GoogleがGemini 3.5 Flashにコンピュータ操作機能を統合

Googleは「Computer Use」機能をGemini 3.5 Flashに直接統合し、モデルが自らコンピュータやブラウザ、モバイルデバイスを操作できるようにしました。OSWorldベンチマークで78.4点を記録し、GPT-5.5と同等の性能を示しています。

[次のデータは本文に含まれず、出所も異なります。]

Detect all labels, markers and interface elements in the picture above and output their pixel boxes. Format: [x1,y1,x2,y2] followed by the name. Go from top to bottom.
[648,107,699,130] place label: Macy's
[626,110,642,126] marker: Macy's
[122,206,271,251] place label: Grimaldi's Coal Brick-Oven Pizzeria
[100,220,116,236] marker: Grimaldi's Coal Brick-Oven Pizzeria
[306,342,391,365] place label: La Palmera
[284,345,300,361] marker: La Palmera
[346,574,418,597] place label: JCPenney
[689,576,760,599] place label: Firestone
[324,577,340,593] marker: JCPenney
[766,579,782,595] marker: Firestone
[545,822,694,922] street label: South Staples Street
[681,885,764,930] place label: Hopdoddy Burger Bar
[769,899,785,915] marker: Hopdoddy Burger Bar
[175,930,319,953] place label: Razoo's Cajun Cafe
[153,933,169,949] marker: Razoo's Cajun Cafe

開発者はGemini APIを通じて、ソフトウェアテストやオフィス自動化のためのエージェントを構築できます。

これは、AIモデルが単にテキストを生成するだけでなく、実際のデバイスを操作する「エージェント」の実用性が大きく前進したことを示唆しています。GoogleとOpenAIの間で、コンピュータ操作能力をめぐる競争が激化しそうです。

OpenAIが「エージェントは仕事をどう変えるか」の研究を発表

OpenAIは新しい研究論文で、AIエージェントが仕事のあり方をどう変革するかを発表しました。より長く複雑なタスクの実行が可能になり、職種を超えて生産性が拡大すると示しています。

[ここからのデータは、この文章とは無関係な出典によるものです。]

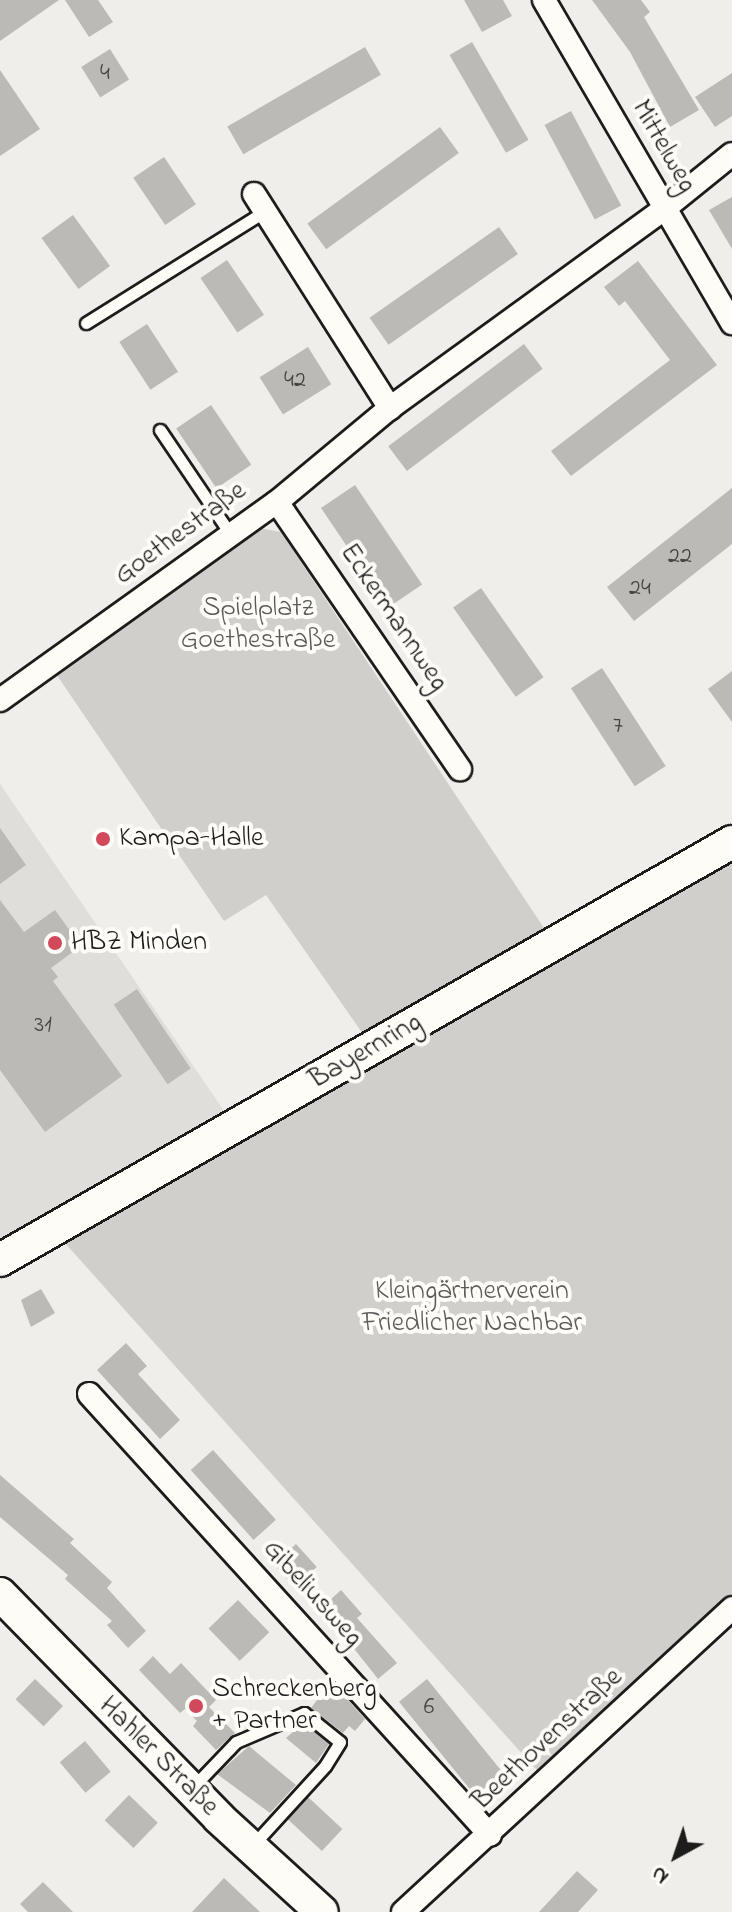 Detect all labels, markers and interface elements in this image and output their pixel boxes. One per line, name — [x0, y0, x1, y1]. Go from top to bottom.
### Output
house number: 4 — [100, 60, 110, 88]
street label: Mittelweg — [623, 95, 703, 199]
house number: 42 — [284, 367, 306, 395]
street label: Goethestraße — [109, 475, 253, 593]
street label: Eckermannweg — [331, 538, 455, 698]
house number: 22 — [668, 543, 692, 571]
house number: 24 — [629, 575, 651, 603]
park label: Spielplatz Goethestraße — [181, 592, 335, 658]
house number: 7 — [613, 713, 623, 741]
place label: Kampa-Halle — [119, 822, 264, 856]
marker: Kampa-Halle — [94, 830, 112, 848]
place label: HBZ Minden — [71, 926, 207, 960]
marker: HBZ Minden — [46, 934, 64, 952]
street label: Bayernring — [304, 1006, 428, 1098]
house number: 31 — [34, 1012, 52, 1040]
park label: Kleingärtnerverein Friedlicher Nachbar — [362, 1275, 582, 1341]
street label: Gibeliusweg — [255, 1533, 369, 1655]
street label: Beethovenstraße — [466, 1662, 630, 1818]
place label: Schreckenberg + Partner — [212, 1673, 377, 1739]
street label: Hahler Straße — [91, 1690, 225, 1824]
house number: 6 — [424, 1694, 434, 1722]
marker: Schreckenberg + Partner — [187, 1697, 205, 1715]
north arrow — [636, 1816, 716, 1896]
text: N — [645, 1857, 677, 1891]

エージェント技術は、単発の質問応答から、複数ステップを自律的に完了するワークフローへとAIの活用範囲を広げています。企業での実用化に向けた基礎データとして注目されます。

Meta社員がAIモデレーションの急速な展開に警告

Metaの社員から、AIによるコンテンツモデレーションの展開が早すぎるという警告が出ています。2025年の時点で、Metaは人間によるモデレーション要求の約半分を大規模言語モデルに置き換えており、年末までに特定のコンテンツタイプでは90%以上に引き上げる目標を掲げています。

AIモデレーションの精度と公平性については、社会的重要な議論が続いており、内部からも懸念の声が上がっていることは注目すべきシグナルです。

GoogleからAI研究者の流出が継続

Googleは主要なAI研究者を競合他社に奪われ続けていると報じられています。DeepMindを中心とするAI人材の流出は、同社の競争力に影響を与える可能性があります。

AI分野では人材獲得競争が激化しており、研究室から独立したスタートアップや競合企業への移籍が相次いでいます。

Qualcommがデータセンター市場に参入 — Dragonfly C1000

Qualcommは「Dragonfly C1000」という新しいプロセッサでデータセンター市場への本格参入を発表しました。これまでモバイル向けで強みを持ってきた同社が、AI推論を含むデータセンター用途に進出する動きは、半導体業界の競争構造に変化をもたらす可能性があります。

AnthropicがAlibabaによる不適切アクセスを主張

Anthropicは、AlibabaがClaude AIモデルにアクセスするための「大胆な」キャンペーンを実行したと主張しました。詳細はWSJの報道によるもので、AIモデルの知的財産保護とセキュリティを巡る新たな懸念を浮き彫りにしています。

AI企業間でのモデル保護と不正アクセス防止は、業界全体の課題になりつつあります。

(参考)小規模モデルのコーディング性能を劇的に向上させるサンプラー手法

RedditのLocalLLaMAコミュニティで話題になっている研究によると、新しいサンプラーとベリファイアの組み合わせにより、0.5Bパラメータの小規模モデルのコーディング性能が2〜4Bクラスに匹敵するレベルまで向上するとのことです。ただし、ベリファイアモデルの追加学習が必要でVRAM要件が倍増するなど、実用上の課題もあります。